World Bank sanctions PwC units in Kenya and Rwanda over Ethiopia power project misconduct
PwC entities in Kenya, Rwanda and Mauritius face a 21-month World Bank debarment over fraud and collusion, highlighting stricter enforcement in development financing.
The World Bank Group has imposed a 21-month debarment with conditional release on three PricewaterhouseCoopers entities in Africa over misconduct linked to a regional electricity project in Ethiopia.
The sanctioned firms—PwC Associates Africa Ltd. (Mauritius), PwC Kenya and PwC Rwanda—were found to have engaged in collusive and fraudulent practices in the procurement of consultancy contracts under the Eastern Electricity Highway Project, part of the broader Eastern Africa Power Integration Program.
According to the Bank, the firms accessed confidential procurement information to improperly influence a 2019 consultancy award and attempted to influence another contract tied to asset inventory and valuation for Ethiopian Electric Utility. Investigators also found misrepresentation of key experts’ qualifications and incomplete disclosure of subcontractors during project execution.
The sanctions render the firms and their controlled affiliates ineligible to participate in World Bank-financed projects for the duration of the debarment. The penalty follows a negotiated settlement in which the companies admitted wrongdoing, cooperated with investigators, and committed to remedial actions, including strengthening internal compliance systems.
What debarment means
Debarment is the World Bank’s primary enforcement tool to combat fraud and corruption in development projects. It is an administrative sanction that bars firms or individuals from participating in Bank-financed contracts for a specified period.
In this case, the sanction takes the form of “debarment with conditional release,” meaning the firms will only be reinstated after meeting strict compliance requirements, including implementing integrity systems aligned with Bank guidelines.
The World Bank applies debarment when entities are found to have engaged in what it defines as “sanctionable practices.” These include:
- Corruption: Offering or receiving value to influence decisions
- Fraud: Misrepresentation or deception to gain financial benefit
- Collusion: Coordinated actions between parties to manipulate procurement outcomes
- Coercion: Threats or harm used to influence actions
- Obstruction: Interfering with investigations, including concealing evidence
The PwC case primarily involved fraud and collusion, two of the most common triggers in procurement-related violations.
Wider implications
The latest debarment also qualifies for cross-enforcement under a 2010 agreement among multilateral development banks. This means other institutions, including the African Development Bank and others, may impose similar restrictions, amplifying the impact on the firms’ ability to participate in donor-funded projects.

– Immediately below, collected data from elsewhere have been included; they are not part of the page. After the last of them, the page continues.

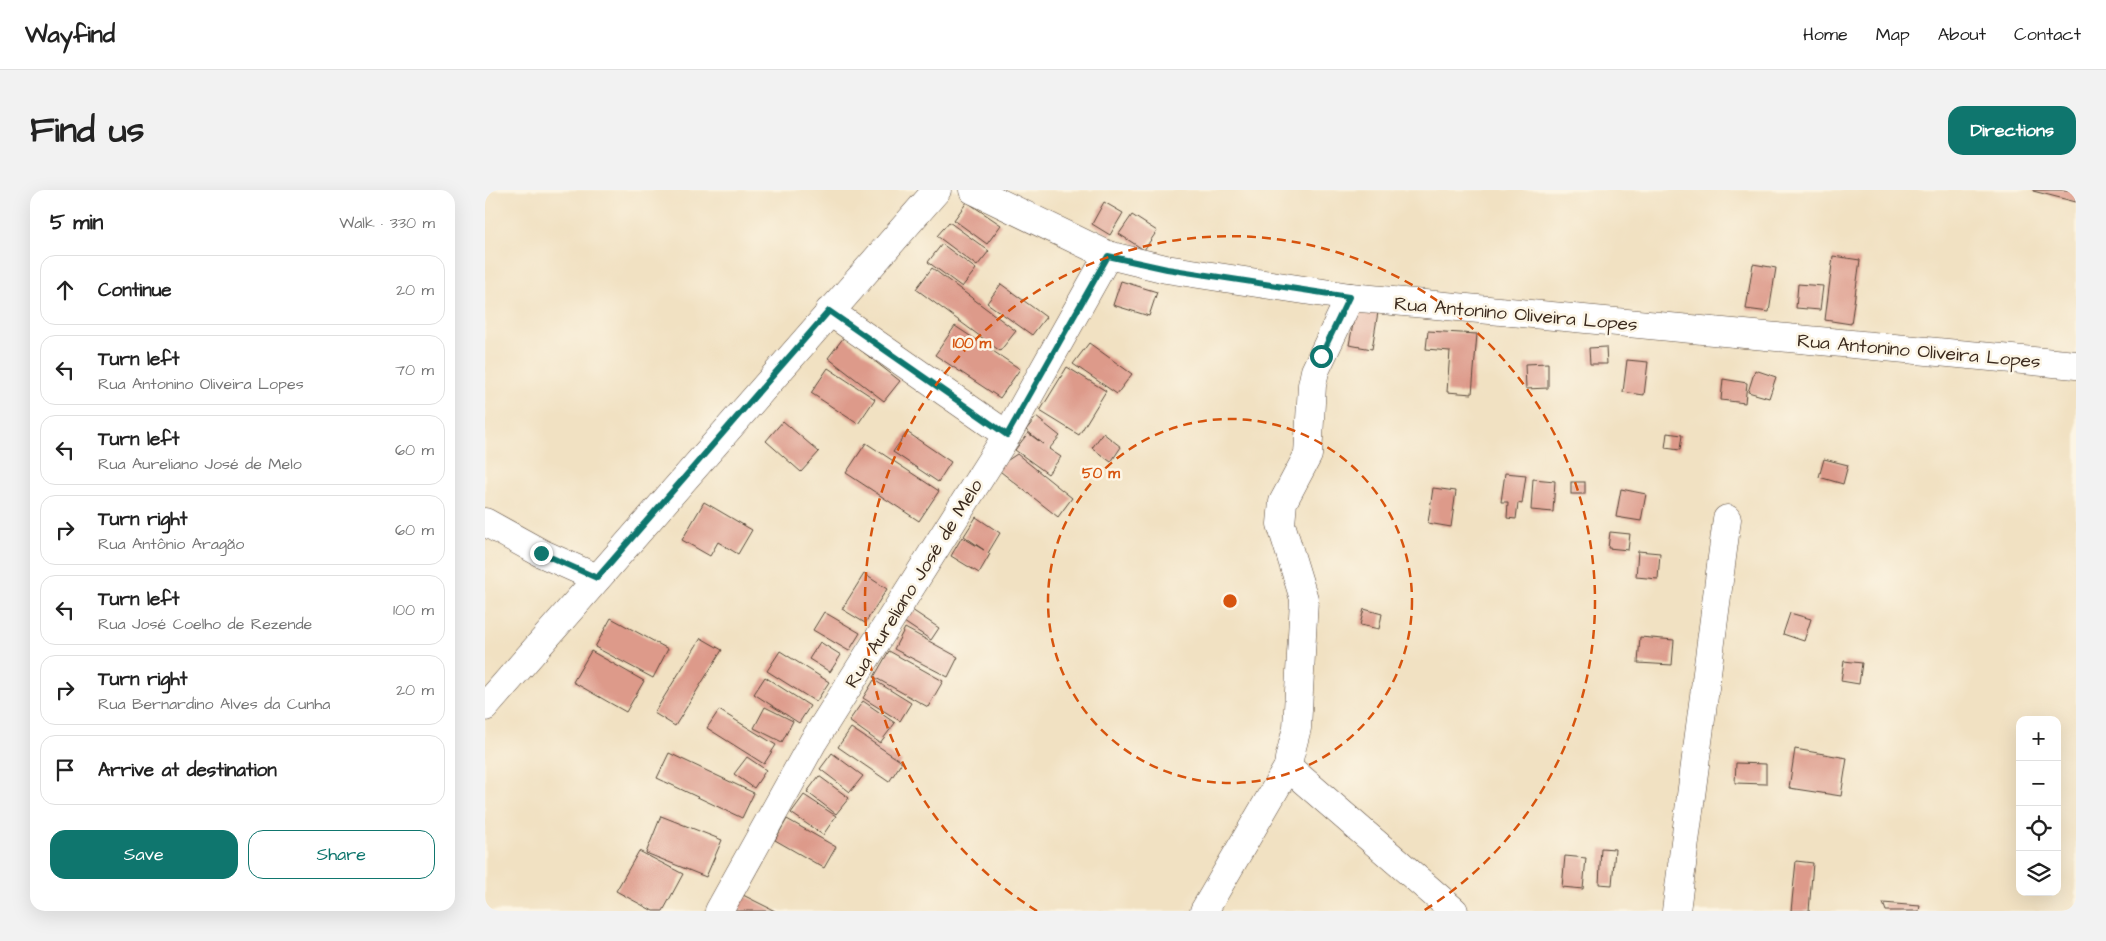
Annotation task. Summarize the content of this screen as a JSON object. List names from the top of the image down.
{
  "streets": {
    "street": ["Rua Antonino Oliveira Lopes", "Rua Aureliano José de Melo"]
  },
  "crossings": [
    ["Rua Antonino Oliveira Lopes", "Rua Aureliano José de Melo"]
  ],
  "page": {
    "header": "Wayfind",
    "nav": [
      "Home",
      "Map",
      "About",
      "Contact"
    ],
    "title": "Find us",
    "buttons": [
      "Directions",
      ["Save", "Share"]
    ],
    "heading": ["5 min", "Walk · 330 m"],
    "list": [
      ["Continue", "20 m"],
      ["Turn left", "Rua Antonino Oliveira Lopes", "70 m"],
      ["Turn left", "Rua Aureliano José de Melo", "60 m"],
      ["Turn right", "Rua Antônio Aragão", "60 m"],
      ["Turn left", "Rua José Coelho de Rezende", "100 m"],
      ["Turn right", "Rua Bernardino Alves da Cunha", "20 m"],
      "Arrive at destination"
    ],
    "map_buttons": ["+", "−"]
  },
  "rings": ["100 m", "50 m"]
}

The case underscores rising scrutiny of governance and compliance in large infrastructure projects, particularly those spanning multiple countries and funded by development partners. It also highlights the operational risks facing global advisory firms operating in complex public-sector environments.
For the World Bank, the action reinforces its focus on protecting the integrity of development financing, ensuring fair procurement, and maintaining accountability in projects intended to drive economic growth and regional integration.